Mohammed Hosni Mubarak, Egypt’s autocratic president since October 1981, is one of the world’s longest-serving presidents. His iron grip on every level of Egyptian society has kept the Arab world’s most populous nation stable, but at a price. It has exacerbated economic inequalities, kept most of Egypt’s 80 million people in poverty, abetted brutality and torture by police and in the nation’s prisons, and stoked resentment and Islamist fervor against the regime. Those are ingredients of revolution. With his health failing and his succession unclear, Mubarak’s hold on power is overshadowing Egypt’s want of reform.

Emergency Law

Mubarak declared emergency rule immediately after Sadat’s assassination. It’s been renewed regularly since. The decree allows Mubarak to seize or censor all publications and other media outlets, including advertising, search and seize mail, tap phone and Internet communication links, require all political meetings to be reported in advance for approval, seize and hold individuals without trial, or convict political dissidents and other individuals in secret trials. Mubarak promised to end emergency rule while campaigning for his sixth presidential term in 2005. Token gestures aside, he did not keep the promise.

Domestic Policy

Mubarak’s rule has been defined by the tightening and relaxing of controls on opposition movements, especially Islamists, by patronage and corruption and (mostly empty) promises to tackle both, and by Mubarak’s inability, or unwillingness, to diminish the country’s crushing poverty and inequality. Like his predecessors, Mubarak has unleashed bloody crackdowns on Islamists, especially in the 1990s, when thousands died and were imprisoned following strings of terrorist attacks and assassinations, including attempts on Mubarak’s life. Violence ebbed after 2000 and a pledge by Al Gamaa al-Islamiyya to lay down arms.

Sham Democracy

Following a push by the Bush administration in 2004 and 2005 to bring democracy to the Middle East, Mubarak promised a few reforms and more open elections. When candidates backed by the Muslim Brotherhood won 20% of parliamentary seats in 2005, Mubarak cracked down on the Brotherhood again. When opposition candidate Ayman Nour of the Tomorrow Party (Hizb al-Ghad) won more than 7% of the vote in the 2005 presidential election (to Mubarak’s 89%), Mubarak imprisoned Nour on dubious charges—for three years. Voter turnout in the single digits suggests Egyptians are disgusted and see through the sham elections.

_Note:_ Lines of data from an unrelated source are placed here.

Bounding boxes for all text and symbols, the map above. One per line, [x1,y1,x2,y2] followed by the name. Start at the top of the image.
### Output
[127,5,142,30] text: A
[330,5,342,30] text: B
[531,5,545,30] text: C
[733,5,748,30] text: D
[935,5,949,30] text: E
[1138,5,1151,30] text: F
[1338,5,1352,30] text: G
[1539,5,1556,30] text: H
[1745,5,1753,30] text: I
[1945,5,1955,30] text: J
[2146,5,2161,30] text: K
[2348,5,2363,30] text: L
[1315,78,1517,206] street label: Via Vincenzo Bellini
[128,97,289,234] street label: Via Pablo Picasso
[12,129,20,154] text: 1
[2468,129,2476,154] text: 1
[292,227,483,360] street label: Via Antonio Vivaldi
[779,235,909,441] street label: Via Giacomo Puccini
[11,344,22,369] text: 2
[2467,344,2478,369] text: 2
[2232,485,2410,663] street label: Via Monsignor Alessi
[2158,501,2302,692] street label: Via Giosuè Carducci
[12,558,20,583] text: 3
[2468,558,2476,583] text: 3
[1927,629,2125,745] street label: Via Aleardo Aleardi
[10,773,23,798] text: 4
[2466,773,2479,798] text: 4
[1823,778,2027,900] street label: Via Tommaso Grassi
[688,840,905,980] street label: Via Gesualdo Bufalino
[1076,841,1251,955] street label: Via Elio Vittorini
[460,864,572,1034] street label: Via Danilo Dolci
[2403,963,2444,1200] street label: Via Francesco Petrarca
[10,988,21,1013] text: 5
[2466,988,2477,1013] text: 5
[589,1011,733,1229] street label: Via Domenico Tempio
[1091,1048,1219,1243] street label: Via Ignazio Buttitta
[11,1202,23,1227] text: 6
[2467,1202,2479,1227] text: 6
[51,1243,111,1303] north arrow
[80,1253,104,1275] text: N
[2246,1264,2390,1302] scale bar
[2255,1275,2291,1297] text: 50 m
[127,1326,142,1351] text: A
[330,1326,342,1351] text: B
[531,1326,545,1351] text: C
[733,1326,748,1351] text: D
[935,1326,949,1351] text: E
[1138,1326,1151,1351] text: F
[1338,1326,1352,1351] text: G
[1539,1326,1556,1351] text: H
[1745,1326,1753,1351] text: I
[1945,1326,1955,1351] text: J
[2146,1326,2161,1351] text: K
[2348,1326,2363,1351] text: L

Mubarak and The Palestinians

Like Sadat, Mubarak made few friends among Palestinians. Sadat was an effective negotiator on Egypt’s behalf, but only a half-hearted one on Palestinians’ behalf. Mubarak in comparison has been quarter-hearted at best. He’s proved incapable of influencing the Palestinian-Israeli peace process, stopping Hamas from attacking Israel or Israel from repeatedly attacking, invading and demolishing Gaza or parts of the West Bank. Mubarak has been more effective at contributing to the Israeli-imposed siege on Gaza, his overriding interest being the preservation of peace with Israel, not the settlement of the Palestinian issue.

Mubarak’s Style and Legacy: Prelude to Revolution?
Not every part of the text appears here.